Saved data entries
[Start of section]
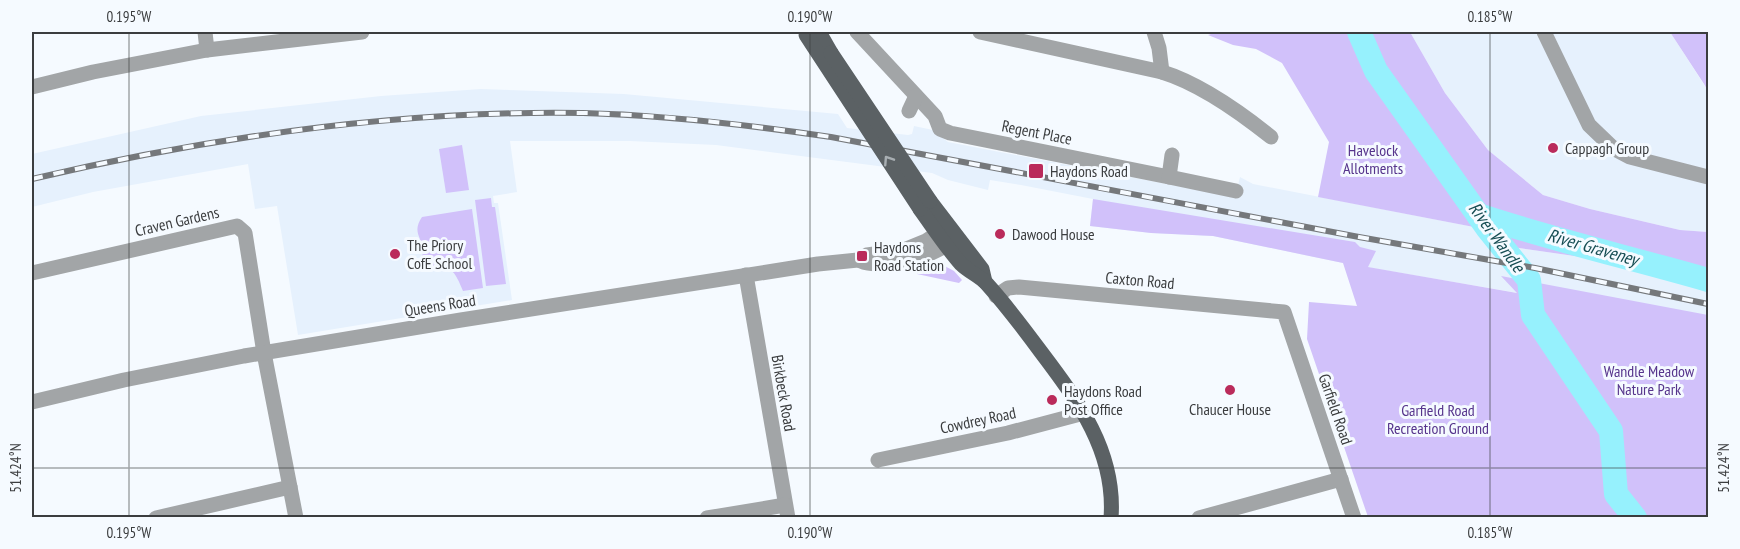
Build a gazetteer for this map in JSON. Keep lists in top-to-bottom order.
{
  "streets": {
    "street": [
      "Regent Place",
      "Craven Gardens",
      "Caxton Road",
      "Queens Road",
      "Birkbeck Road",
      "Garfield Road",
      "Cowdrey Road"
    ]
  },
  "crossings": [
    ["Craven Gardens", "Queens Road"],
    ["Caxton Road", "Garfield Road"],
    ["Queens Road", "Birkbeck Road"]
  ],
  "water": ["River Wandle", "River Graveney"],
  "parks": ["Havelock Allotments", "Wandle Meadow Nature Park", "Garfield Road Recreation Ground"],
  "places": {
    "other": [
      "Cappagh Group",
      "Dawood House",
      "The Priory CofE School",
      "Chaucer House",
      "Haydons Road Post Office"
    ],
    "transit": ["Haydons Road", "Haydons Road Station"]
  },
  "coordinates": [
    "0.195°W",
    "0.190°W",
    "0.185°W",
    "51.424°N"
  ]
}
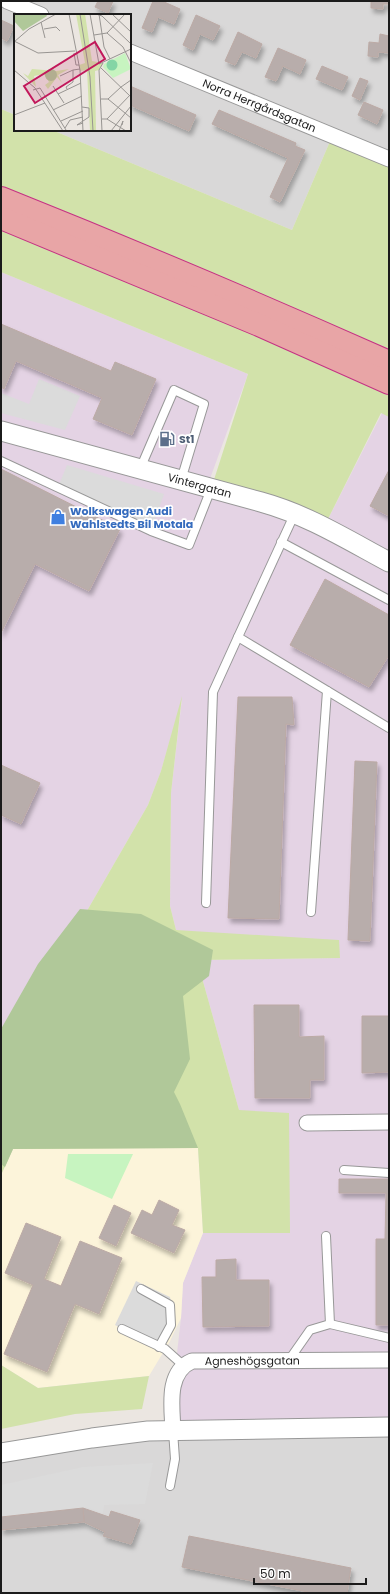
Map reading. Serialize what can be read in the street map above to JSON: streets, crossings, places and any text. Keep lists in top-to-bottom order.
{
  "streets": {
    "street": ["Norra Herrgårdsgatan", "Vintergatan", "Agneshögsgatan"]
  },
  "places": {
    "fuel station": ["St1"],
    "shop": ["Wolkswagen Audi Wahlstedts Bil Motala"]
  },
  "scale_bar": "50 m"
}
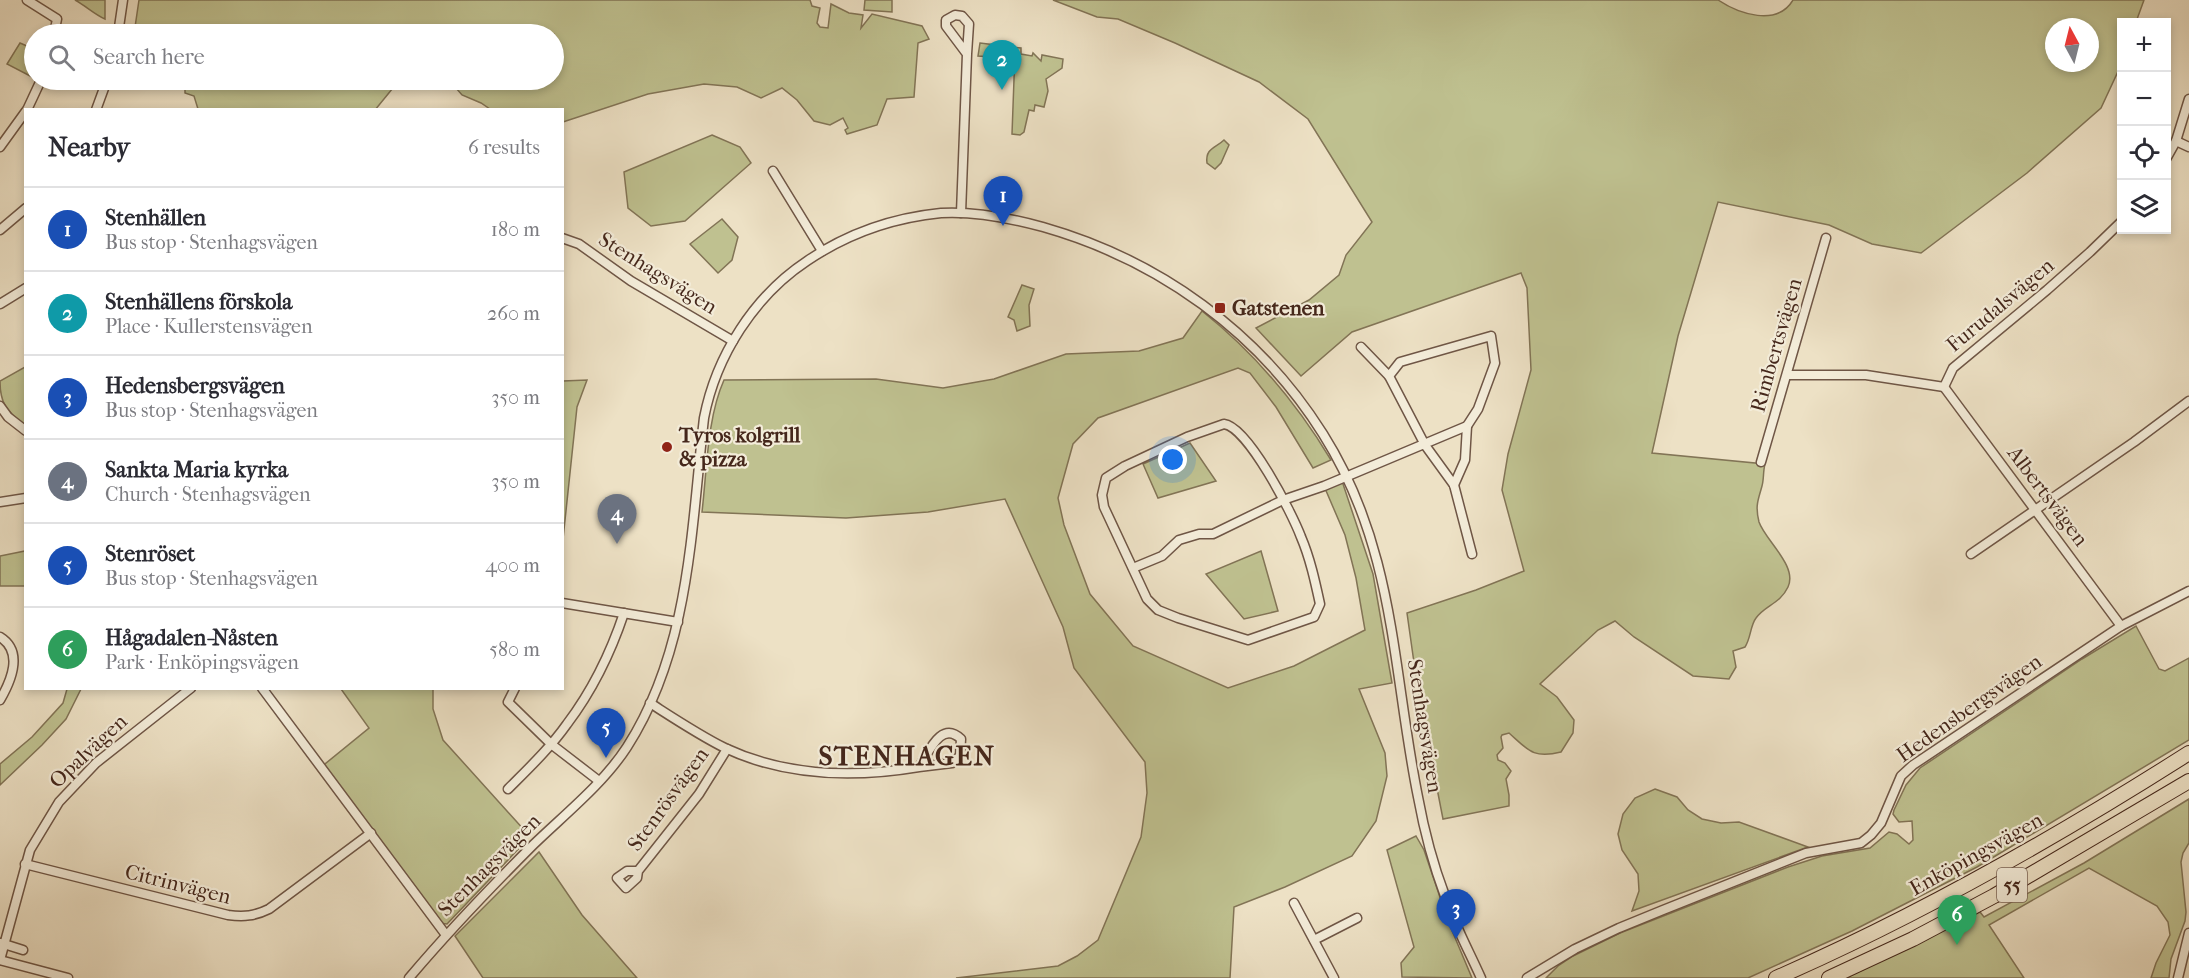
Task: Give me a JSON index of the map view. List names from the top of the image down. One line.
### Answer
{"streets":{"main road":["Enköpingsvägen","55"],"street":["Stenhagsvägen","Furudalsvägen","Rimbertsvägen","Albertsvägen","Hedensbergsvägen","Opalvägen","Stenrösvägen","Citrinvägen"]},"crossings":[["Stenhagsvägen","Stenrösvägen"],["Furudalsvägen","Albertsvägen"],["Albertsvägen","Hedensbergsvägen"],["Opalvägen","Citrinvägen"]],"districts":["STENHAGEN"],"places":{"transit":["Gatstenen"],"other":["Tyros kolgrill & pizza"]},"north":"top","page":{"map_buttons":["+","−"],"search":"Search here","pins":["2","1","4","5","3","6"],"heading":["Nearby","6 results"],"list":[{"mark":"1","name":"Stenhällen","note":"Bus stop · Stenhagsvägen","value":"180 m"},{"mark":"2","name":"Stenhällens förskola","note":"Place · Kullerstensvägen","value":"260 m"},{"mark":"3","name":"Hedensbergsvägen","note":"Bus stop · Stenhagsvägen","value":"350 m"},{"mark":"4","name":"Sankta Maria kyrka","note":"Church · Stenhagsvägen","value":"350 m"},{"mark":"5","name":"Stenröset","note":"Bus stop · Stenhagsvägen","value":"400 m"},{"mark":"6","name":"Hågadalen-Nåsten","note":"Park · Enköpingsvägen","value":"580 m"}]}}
[End of section]
§ Problem requirements:
Among the lines above, find the ones containing "Queens" and copy them.

§ Solution to this exercise:
      "Queens Road",
    ["Craven Gardens", "Queens Road"],
    ["Queens Road", "Birkbeck Road"]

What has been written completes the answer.